I'm in the N.W. section (Lima area) and there are a couple of days next week that show daytime temps below freezing. However, the following days are back up in the mid to upper 30s.

Weather Channel 10 day forecast:
http://www.weather.com/weather/tenday/Lima+OH+45801

It not only has to get below freezing for ice to have time to develop, but it has to stay below freezing for the ice to remain safe to fish. 
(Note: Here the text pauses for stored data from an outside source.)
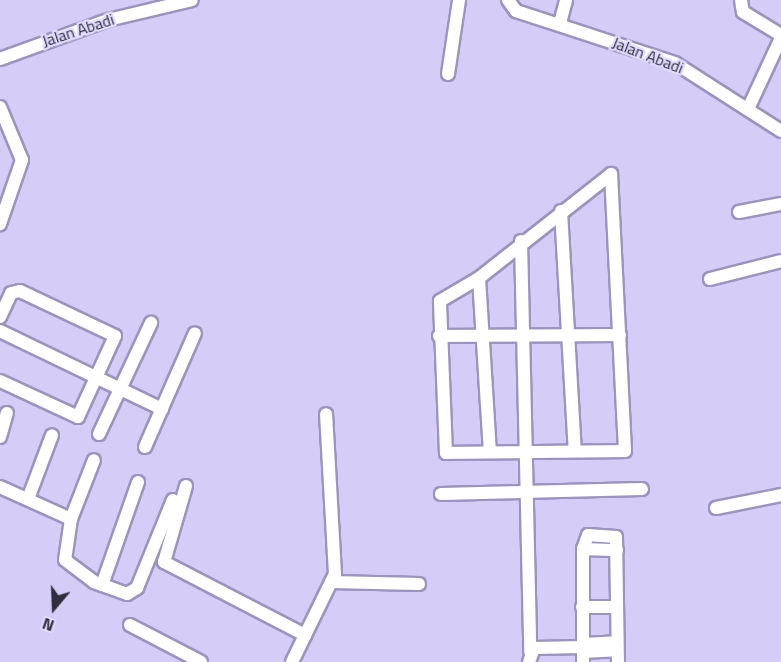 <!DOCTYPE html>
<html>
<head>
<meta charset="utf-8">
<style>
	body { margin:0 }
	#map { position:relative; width:781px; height:662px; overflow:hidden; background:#d5ccf7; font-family:"Titillium Web",sans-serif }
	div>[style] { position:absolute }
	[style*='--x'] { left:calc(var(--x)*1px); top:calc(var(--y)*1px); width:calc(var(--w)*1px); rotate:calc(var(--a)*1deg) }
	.roads { filter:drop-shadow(2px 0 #9d94bd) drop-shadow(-2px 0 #9d94bd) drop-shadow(0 2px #9d94bd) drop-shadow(0 -2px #9d94bd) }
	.minor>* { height:12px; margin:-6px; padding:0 6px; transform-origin:6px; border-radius:6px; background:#fff }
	span { translate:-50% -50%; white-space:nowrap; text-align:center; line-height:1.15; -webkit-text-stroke:4.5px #e1dbfd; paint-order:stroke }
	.street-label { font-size:16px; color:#302d3e }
	.north { position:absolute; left:24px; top:578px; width:60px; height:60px; -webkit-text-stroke:4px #e1dbfd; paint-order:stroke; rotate:199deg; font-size:16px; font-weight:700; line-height:24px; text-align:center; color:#302d3e }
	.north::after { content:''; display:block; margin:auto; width:21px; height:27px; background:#302d3e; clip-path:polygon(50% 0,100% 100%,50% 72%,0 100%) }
</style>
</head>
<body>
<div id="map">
	<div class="roads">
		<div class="minor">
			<div style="--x:508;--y:0;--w:14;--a:54"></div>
			<div style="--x:516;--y:11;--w:167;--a:18.1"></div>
			<div style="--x:675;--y:63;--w:126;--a:32.7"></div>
			<div style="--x:741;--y:0;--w:12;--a:81"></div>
			<div style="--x:743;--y:12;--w:44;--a:31.2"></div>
			<div style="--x:560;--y:23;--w:24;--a:-75"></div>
			<div style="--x:0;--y:59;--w:115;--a:-19.9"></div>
			<div style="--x:108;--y:20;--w:86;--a:-13.4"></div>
			<div style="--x:448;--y:74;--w:75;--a:-81.5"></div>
			<div style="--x:0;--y:107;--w:57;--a:67.5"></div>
			<div style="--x:22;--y:160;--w:68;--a:109"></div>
			<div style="--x:748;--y:109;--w:78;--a:-65.1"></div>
			<div style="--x:611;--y:174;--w:277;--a:87.1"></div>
			<div style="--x:625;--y:451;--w:179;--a:179.4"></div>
			<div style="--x:446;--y:453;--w:152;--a:-92.3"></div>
			<div style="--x:440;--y:301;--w:45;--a:-30.5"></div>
			<div style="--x:479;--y:278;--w:168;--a:-38.2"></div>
			<div style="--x:561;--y:211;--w:240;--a:86.7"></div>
			<div style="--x:739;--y:212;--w:43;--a:-10.8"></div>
			<div style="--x:521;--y:241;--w:411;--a:88.7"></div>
			<div style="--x:479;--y:278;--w:174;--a:86.4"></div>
			<div style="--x:710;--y:279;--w:73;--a:-14.2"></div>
			<div style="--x:0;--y:317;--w:26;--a:-65"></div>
			<div style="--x:11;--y:293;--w:9;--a:-13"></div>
			<div style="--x:20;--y:291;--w:105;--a:25.3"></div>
			<div style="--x:115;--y:336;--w:89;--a:114.6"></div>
			<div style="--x:78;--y:417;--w:86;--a:-155.2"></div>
			<div style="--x:0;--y:331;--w:180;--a:25.7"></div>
			<div style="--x:439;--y:336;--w:181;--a:-0.3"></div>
			<div style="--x:99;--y:434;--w:123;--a:-64.9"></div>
			<div style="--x:0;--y:437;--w:25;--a:-74"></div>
			<div style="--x:145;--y:447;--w:124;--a:-66.3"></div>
			<div style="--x:186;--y:486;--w:79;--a:106.1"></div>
			<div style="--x:164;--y:562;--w:159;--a:27.4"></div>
			<div style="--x:0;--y:487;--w:78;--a:24.3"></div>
			<div style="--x:71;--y:519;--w:41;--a:98.3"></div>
			<div style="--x:65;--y:560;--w:36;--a:37"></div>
			<div style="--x:94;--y:582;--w:35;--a:20"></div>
			<div style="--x:127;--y:594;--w:12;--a:-31"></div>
			<div style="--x:137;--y:588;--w:95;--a:-67.8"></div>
			<div style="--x:441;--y:494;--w:201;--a:-1.4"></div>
			<div style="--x:28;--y:499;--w:68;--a:-69.4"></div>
			<div style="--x:716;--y:508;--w:66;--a:-11.3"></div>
			<div style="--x:71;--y:519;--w:63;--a:-68.7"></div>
			<div style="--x:583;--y:549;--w:15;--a:-70"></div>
			<div style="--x:588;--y:535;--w:28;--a:4"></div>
			<div style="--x:616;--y:537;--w:125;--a:89.1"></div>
			<div style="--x:331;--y:582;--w:88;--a:1.3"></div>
			<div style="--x:102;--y:585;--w:109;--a:-70.7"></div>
			<div style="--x:582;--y:607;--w:34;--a:0"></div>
			<div style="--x:130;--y:625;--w:80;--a:27.5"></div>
			<div style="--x:583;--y:644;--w:34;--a:-3"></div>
			<div style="--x:583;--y:652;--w:34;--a:-3"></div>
			<div style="--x:292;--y:662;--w:98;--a:-64"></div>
			<div style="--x:335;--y:574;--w:160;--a:-93.2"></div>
			<div style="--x:529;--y:662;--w:15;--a:-70"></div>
			<div style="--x:534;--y:648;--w:49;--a:-1.2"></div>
			<div style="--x:583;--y:662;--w:113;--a:-90"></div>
			<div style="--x:583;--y:549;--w:34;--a:2"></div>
		</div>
	</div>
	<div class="street-label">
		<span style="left:78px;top:30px;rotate:-18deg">Jalan Abadi</span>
		<span style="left:648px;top:55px;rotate:21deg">Jalan Abadi</span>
	</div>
	<div class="north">N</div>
</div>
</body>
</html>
The only place that I'm seeing ice, is in my tea. 
Bowhunter57


----------



## Minnowhead (Jan 12, 2011)

Mid January is supposed to be a big drop. Below freezing during the day and all night. But I've heard this song and dance before. If we get safe ice, my opinion is we will be fishing ponds and strip pits safely. Maybe some Res. bays and backwaters. If it stays cold, maybe we get the bigger water for a month! Meanwhile, I'm sticking to my New Years resolution to lose weight. Just might help me get out on thinner ice quicker.


----------



## snag (Dec 27, 2005)

went past it this morning and it,s locked up on both sides of 44 and the s side of 422 but the n side of 422 was open at spots out in the middle and down by the dam, it looked pretty good off the 44 boat ramp.


----------



## ErieRider (Mar 23, 2010)

lovin life said:


> Is it a bad thing when Minnowhead and I are chatting in the back yard drinking a brew in sweatshirts in January ? YES IT IS !!!!!!!!!


Hey Minnow head,

Hope you were drinking (1) Mick 64 in the backyard!! You know, we want you to keep that resolution.


----------



## hardwaterfan (Apr 6, 2004)

forecast finally starting to look like normal again, uhh...after these next 3 days of course...might actually get to walk on water this season after all.


----------



## dre (Aug 14, 2009)

From what I saw, atleast in Central Ohio, It's going to be cold mid week for a few days then right back up to high 30s, low 40s. We need that cold to stick around for a couple weeks, not 3 days IMO.


----------



## Minnowhead (Jan 12, 2011)

HA HA! Mich Ultra Erie Rider, Mich Ultra!


----------



## ErieRider (Mar 23, 2010)

Minnowhead said:


> HA HA! Mich Ultra Erie Rider, Mich Ultra!


Yeah Dude! I can't drink the light stuff, need high test, I forgot who makes which one!!


----------